**RECORDS PROVIDED**
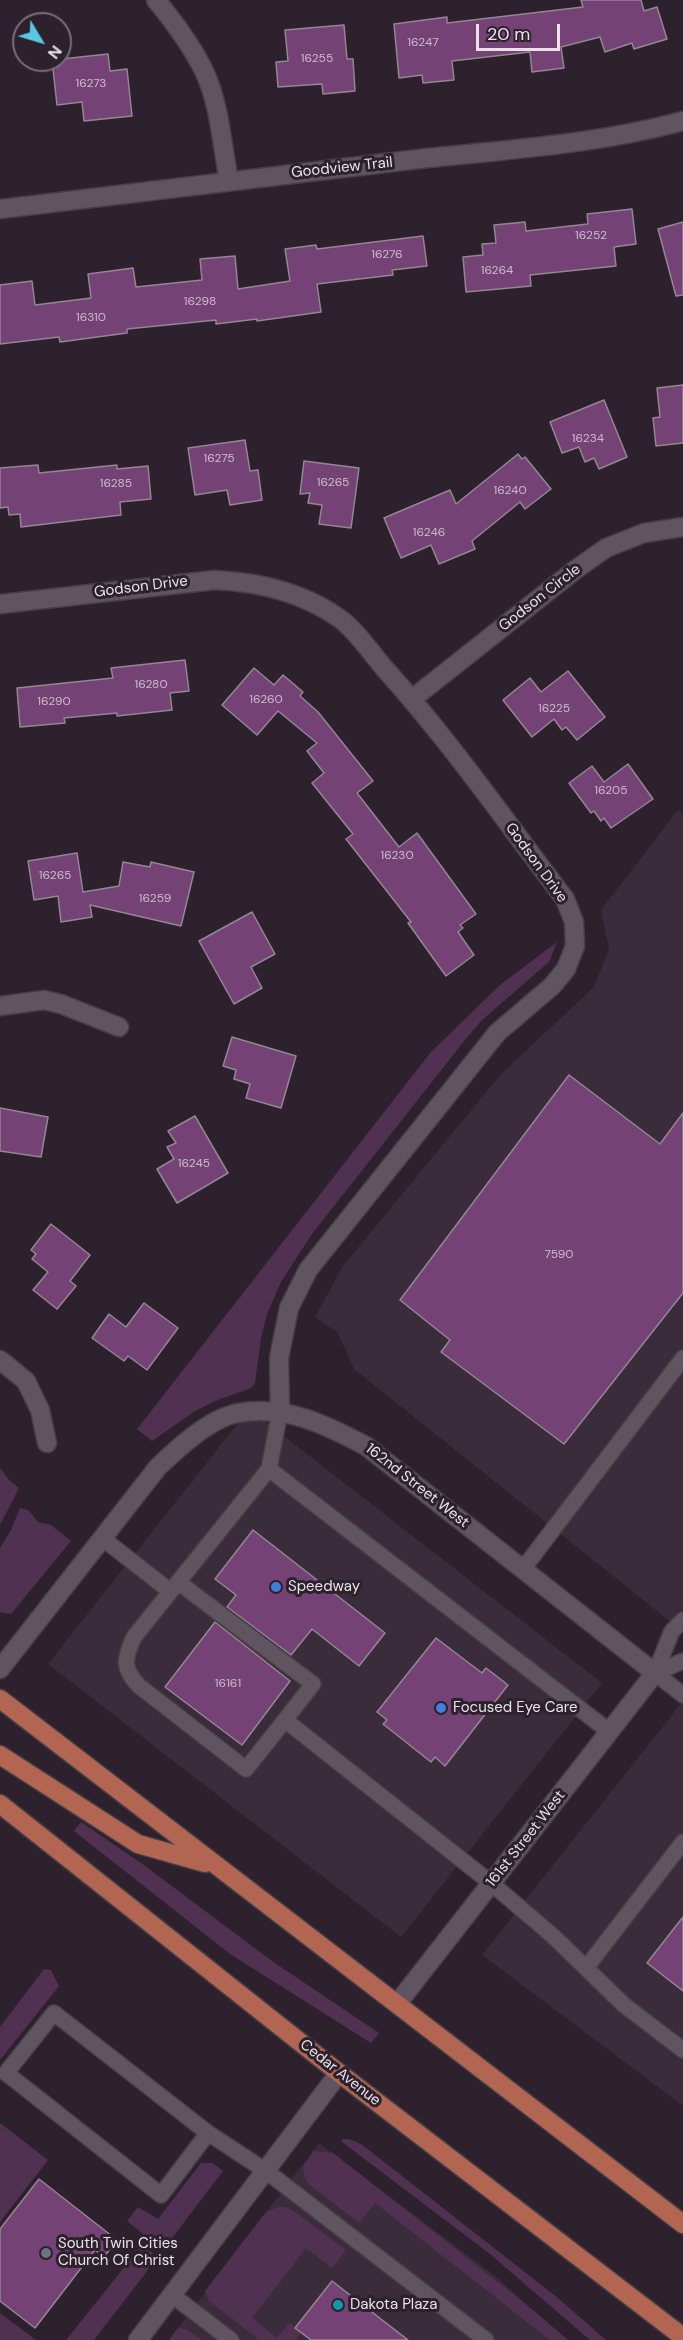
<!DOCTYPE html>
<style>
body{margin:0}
#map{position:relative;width:683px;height:2340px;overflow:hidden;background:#2c212c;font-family:"DM Sans",sans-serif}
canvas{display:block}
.north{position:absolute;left:12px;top:12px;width:60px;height:60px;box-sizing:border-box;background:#2c212c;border:2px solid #786e78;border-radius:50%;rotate:128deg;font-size:16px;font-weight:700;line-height:24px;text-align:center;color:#e9e2e9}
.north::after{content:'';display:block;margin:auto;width:21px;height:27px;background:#59c8e4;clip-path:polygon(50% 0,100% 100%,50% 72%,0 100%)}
.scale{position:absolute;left:476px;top:24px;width:84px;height:27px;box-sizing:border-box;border:3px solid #e9e2e9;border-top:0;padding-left:8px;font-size:18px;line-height:21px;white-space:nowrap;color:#e9e2e9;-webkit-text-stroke:4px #2c212c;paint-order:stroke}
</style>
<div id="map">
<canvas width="683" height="2340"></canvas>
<div class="north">N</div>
<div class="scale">20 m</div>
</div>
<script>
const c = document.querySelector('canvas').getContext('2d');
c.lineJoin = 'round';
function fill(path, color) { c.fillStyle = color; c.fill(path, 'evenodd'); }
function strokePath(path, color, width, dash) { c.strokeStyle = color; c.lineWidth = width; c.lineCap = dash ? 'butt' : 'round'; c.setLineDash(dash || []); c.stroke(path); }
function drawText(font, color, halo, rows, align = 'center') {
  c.font = font + ' "DM Sans",sans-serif'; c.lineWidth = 6; c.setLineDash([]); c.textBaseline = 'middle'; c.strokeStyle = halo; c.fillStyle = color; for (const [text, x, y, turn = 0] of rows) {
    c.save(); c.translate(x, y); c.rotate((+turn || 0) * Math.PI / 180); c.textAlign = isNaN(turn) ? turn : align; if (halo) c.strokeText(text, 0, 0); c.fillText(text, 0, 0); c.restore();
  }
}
fill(new Path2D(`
 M678,810l5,4v818l-329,-263 -16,-36 -23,-16 28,-51 158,-192 93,-87 15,-38 -8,-39z
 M249,1409l353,274 -201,254 -353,-273z
 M683,1701v405l-201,-151z
 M319,2143l180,136 65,61h-395z`), '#3b2c3b');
fill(new Path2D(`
 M557,942l-8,20 -67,58 -17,20 -153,194 -31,48 -14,32 -6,24 -6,45 -4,5 -36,13 -20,10 -43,30 -15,-12 294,-377 69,-67z
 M0,1468l10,13 9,7 -19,37z
 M20,1508l8,2 10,12 13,3 20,16 -60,73 -11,-2v-64l11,-18z
 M81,1822l60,41 131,98 107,72 -8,10 -141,-89 -156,-123z
 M44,1969l7,1 8,16 -59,74v-33z
 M0,2123l48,37 -48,62z
 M342,2139c13,-1 22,7 32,15l184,144 48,42h-16l-100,-86 -148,-112z
 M314,2151l19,2 194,152 41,35h-18l-175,-137 -16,20 -49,-38 -5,-6 -2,-12z
 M201,2163h12l10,8 -60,79 -36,-29 11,-14 20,12z
 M278,2207h8l8,4 52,39 -14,18 -26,-20 -54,70 25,20 13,-15 11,10 -5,7h-37l-50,-39 -4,-10 61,-79z
 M142,2245l16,12 -64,83h-28z
 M0,2313l36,27h-36z
 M178,2328l8,1 16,11h-33z`), '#513151');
const building = new Path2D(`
 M581,0h60l3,11 13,-4 10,32 -33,10 -2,-6 -27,9 -5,-15 -39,10 3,21 -32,4 -2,-20 -78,9 2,19 -31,3 -1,-8 -23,3 -5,-54 53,-7v6l136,-16z
 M344,25l3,34h6l2,32 -32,3 -1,-10 -44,3 -2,-25 12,-1 -3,-31z
 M108,54l2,17 17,-2 5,47 -48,5 -2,-19 -25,3 -5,-45z
 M632,209l4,35 -22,3 2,19 -86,9 1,11 -65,6 -3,-35 20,-2 -1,-11 14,-1 -2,-18 31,-3 1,9 62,-7 -1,-10z
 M683,222v73l-7,1 -18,-67z
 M423,236l4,30 -35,4 1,5 -76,9 4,28 -64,9v-2l-41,5v-4l-89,9v4l-67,9 -1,-5 -59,7v-59l32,-4 3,24 56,-7 -3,-24 45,-6 3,19 66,-7 -2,-21 35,-3 3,33 52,-8 -5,-32 31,-4 1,4z
 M683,385v58l-27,3 -3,-28 7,-1 -3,-29z
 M604,400l23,57 -28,12 -5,-11 -9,4 -6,-15 -17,6 -12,-31z
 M245,440l5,31 8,-1 4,30 -32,5 -3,-15 -32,5 -7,-47z
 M518,454l4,5 3,-2 26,32 -26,20 -5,-7 -48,39 3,8 -36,15 -8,-19 -30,13 -17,-40 66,-28 6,14z
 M304,461l55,7 -8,60 -32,-4 3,-19 -14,-2 2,-10 -10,1z
 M38,465l1,8 78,-8v4l31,-3 3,33 -31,3 1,13 -100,12 -1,-13 -11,1 -1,-8 -8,1v-40z
 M185,660l4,31 -19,2 2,17 -55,6v-3l-53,5 1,5 -45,4 -3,-39 96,-10 -2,-10z
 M254,668l20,17 9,-10 20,17 -3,4 18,16 55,69 -16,12 42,54 18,-14 59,81 -16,11 3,3 -5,4 16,23 -28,21 -38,-53 3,-1 -65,-83 7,-5 -41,-51 12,-10 -17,-22 10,-8 -39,-32 -21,24 -35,-30z
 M568,671l37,46 -28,23 -11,-13 -4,3 -8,-11 -22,18 -29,-37 27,-22 11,14z
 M628,764l25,35 -42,29 -7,-10 -3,3 -7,-10 -3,2 -22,-30 23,-17 12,16z
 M77,853l6,39 36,-6 4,-24 27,5 1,-5 43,10 -13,54 -91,-21 2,12 -31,5 -3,-26 -24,4 -6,-39z
 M252,912l23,42 -24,13 11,21 -28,16 -35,-63z
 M232,1037l64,19 -15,52 -35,-10 4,-14 -16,-5 2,-9 -13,-4z
 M569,1075l91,69 23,-31v180l-119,151 -123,-92 9,-12 -50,-40z
 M0,1108l48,9 -7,40 -41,-6z
 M195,1116l33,57 -51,30 -20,-34 17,-10 -7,-12 9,-4 -8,-12z
 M51,1224l39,31 -20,26 6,5 -19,23 -24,-19 15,-18 -16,-13 4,-5 -5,-4z
 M144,1303l34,25 -31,42 -19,-14 -4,5 -32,-23 17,-24 17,13z
 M253,1530l132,103 -26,33 -47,-37 -21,26 -64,-48 9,-12 -21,-16z
 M215,1622l75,59 -48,64 -77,-58z
 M436,1638l46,35 4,-5 22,17 -63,81 -10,-9 -4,5 -48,-38 4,-4 -10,-8z
 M683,1917v74l-36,-28z
 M39,2179l78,61 -13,17 -9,-7 -60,78 -35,-27v-72z
 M332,2281l76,59h-97l-16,-12z`);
fill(building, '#744275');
strokePath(building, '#948693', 1.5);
const service = new Path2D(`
 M280,1411l-11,58 341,263
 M269,1469l-135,168c-10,22 -12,31 5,49l107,83 39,-49 206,163 62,53 71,69 59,45
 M102,1538l68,53
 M523,1569l160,-211
 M178,1582l135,102 -28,36
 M655,1673l17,-42 11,-11
 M655,1673l28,22
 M655,1673l28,-12
 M586,1968l97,-126
 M208,2133l-47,62 -155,-122 48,-60 154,120 58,38 220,169
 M172,2295l59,45`);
const minor = new Path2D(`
 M156,0c19,23 36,46 49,73 15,33 17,73 24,108
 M0,209c136,-17 273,-33 410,-49 91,-10 185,-15 273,-39
 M0,604l215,-24c44,2 87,12 124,38 16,11 33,36 46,51 65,72 121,153 180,230l9,23 1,24 -9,23 -14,17 -55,47 -189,237 -19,38 -10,50 1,53
 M412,699l163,-129 31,-22 38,-15 39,-6
 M0,1006l44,-6 17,4 58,23
 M0,1360l26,21 14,29 7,33
 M0,1669l158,-202c20,-19 52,-49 80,-54 47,-9 88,12 128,33l289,227 -258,331
 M138,2340l201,-267`);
const primary = new Path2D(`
 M0,1699l683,525
 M0,1755l138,89 67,19
 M0,1804l339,269 344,264`);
strokePath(service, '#473f47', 18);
strokePath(minor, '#473f47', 21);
strokePath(primary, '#473f47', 21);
strokePath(service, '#605460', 15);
strokePath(minor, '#605460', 18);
strokePath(primary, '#b26651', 18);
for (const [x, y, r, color] of [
 [276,1587,6,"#3f7fe0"],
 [441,1708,6,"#3f7fe0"],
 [46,2253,6,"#6b7280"],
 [338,2305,6,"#0f9aa8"]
]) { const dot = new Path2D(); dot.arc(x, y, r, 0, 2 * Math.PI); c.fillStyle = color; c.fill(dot); strokePath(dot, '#2c212c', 2); }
drawText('12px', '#ccbacc', null, [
 ["16247",423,43],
 ["16255",317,59],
 ["16273",91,84],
 ["16252",591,236],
 ["16276",387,255],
 ["16264",497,271],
 ["16298",200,302],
 ["16310",91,318],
 ["16234",588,439],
 ["16275",219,459],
 ["16265",333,483],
 ["16285",116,484],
 ["16240",510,491],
 ["16246",429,533],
 ["16280",151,685],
 ["16260",266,700],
 ["16290",54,702],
 ["16225",554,709],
 ["16205",611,791],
 ["16230",397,856],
 ["16265",55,876],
 ["16259",155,899],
 ["16245",194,1164],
 ["7590",559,1255],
 ["16161",228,1684]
]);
drawText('15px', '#e9e2e9', '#2c212c', [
 ["Goodview Trail",342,168,-6],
 ["Godson Drive",141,587,-7],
 ["Godson Circle",540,598,-38],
 ["Godson Drive",536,863,54],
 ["162nd Street West",417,1486,38],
 ["161st Street West",526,1839,-52],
 ["Cedar Avenue",340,2073,38]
]);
drawText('15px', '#e9e2e9', '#2c212c', [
 ["Speedway",288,1587],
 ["Focused Eye Care",453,1708],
 ["South Twin Cities",58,2244],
 ["Church Of Christ",58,2261],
 ["Dakota Plaza",350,2305]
], 'left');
</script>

**BRIEF**
Please transcribe, word for word, every line from the first line of the records above through the line containing "M0,2123l48,37 -48,62z", and leave out any pictures.

**TASK ANSWER**
<!DOCTYPE html>
<style>
body{margin:0}
#map{position:relative;width:683px;height:2340px;overflow:hidden;background:#2c212c;font-family:"DM Sans",sans-serif}
canvas{display:block}
.north{position:absolute;left:12px;top:12px;width:60px;height:60px;box-sizing:border-box;background:#2c212c;border:2px solid #786e78;border-radius:50%;rotate:128deg;font-size:16px;font-weight:700;line-height:24px;text-align:center;color:#e9e2e9}
.north::after{content:'';display:block;margin:auto;width:21px;height:27px;background:#59c8e4;clip-path:polygon(50% 0,100% 100%,50% 72%,0 100%)}
.scale{position:absolute;left:476px;top:24px;width:84px;height:27px;box-sizing:border-box;border:3px solid #e9e2e9;border-top:0;padding-left:8px;font-size:18px;line-height:21px;white-space:nowrap;color:#e9e2e9;-webkit-text-stroke:4px #2c212c;paint-order:stroke}
</style>
<div id="map">
<canvas width="683" height="2340"></canvas>
<div class="north">N</div>
<div class="scale">20 m</div>
</div>
<script>
const c = document.querySelector('canvas').getContext('2d');
c.lineJoin = 'round';
function fill(path, color) { c.fillStyle = color; c.fill(path, 'evenodd'); }
function strokePath(path, color, width, dash) { c.strokeStyle = color; c.lineWidth = width; c.lineCap = dash ? 'butt' : 'round'; c.setLineDash(dash || []); c.stroke(path); }
function drawText(font, color, halo, rows, align = 'center') {
  c.font = font + ' "DM Sans",sans-serif'; c.lineWidth = 6; c.setLineDash([]); c.textBaseline = 'middle'; c.strokeStyle = halo; c.fillStyle = color; for (const [text, x, y, turn = 0] of rows) {
    c.save(); c.translate(x, y); c.rotate((+turn || 0) * Math.PI / 180); c.textAlign = isNaN(turn) ? turn : align; if (halo) c.strokeText(text, 0, 0); c.fillText(text, 0, 0); c.restore();
  }
}
fill(new Path2D(`
 M678,810l5,4v818l-329,-263 -16,-36 -23,-16 28,-51 158,-192 93,-87 15,-38 -8,-39z
 M249,1409l353,274 -201,254 -353,-273z
 M683,1701v405l-201,-151z
 M319,2143l180,136 65,61h-395z`), '#3b2c3b');
fill(new Path2D(`
 M557,942l-8,20 -67,58 -17,20 -153,194 -31,48 -14,32 -6,24 -6,45 -4,5 -36,13 -20,10 -43,30 -15,-12 294,-377 69,-67z
 M0,1468l10,13 9,7 -19,37z
 M20,1508l8,2 10,12 13,3 20,16 -60,73 -11,-2v-64l11,-18z
 M81,1822l60,41 131,98 107,72 -8,10 -141,-89 -156,-123z
 M44,1969l7,1 8,16 -59,74v-33z
 M0,2123l48,37 -48,62z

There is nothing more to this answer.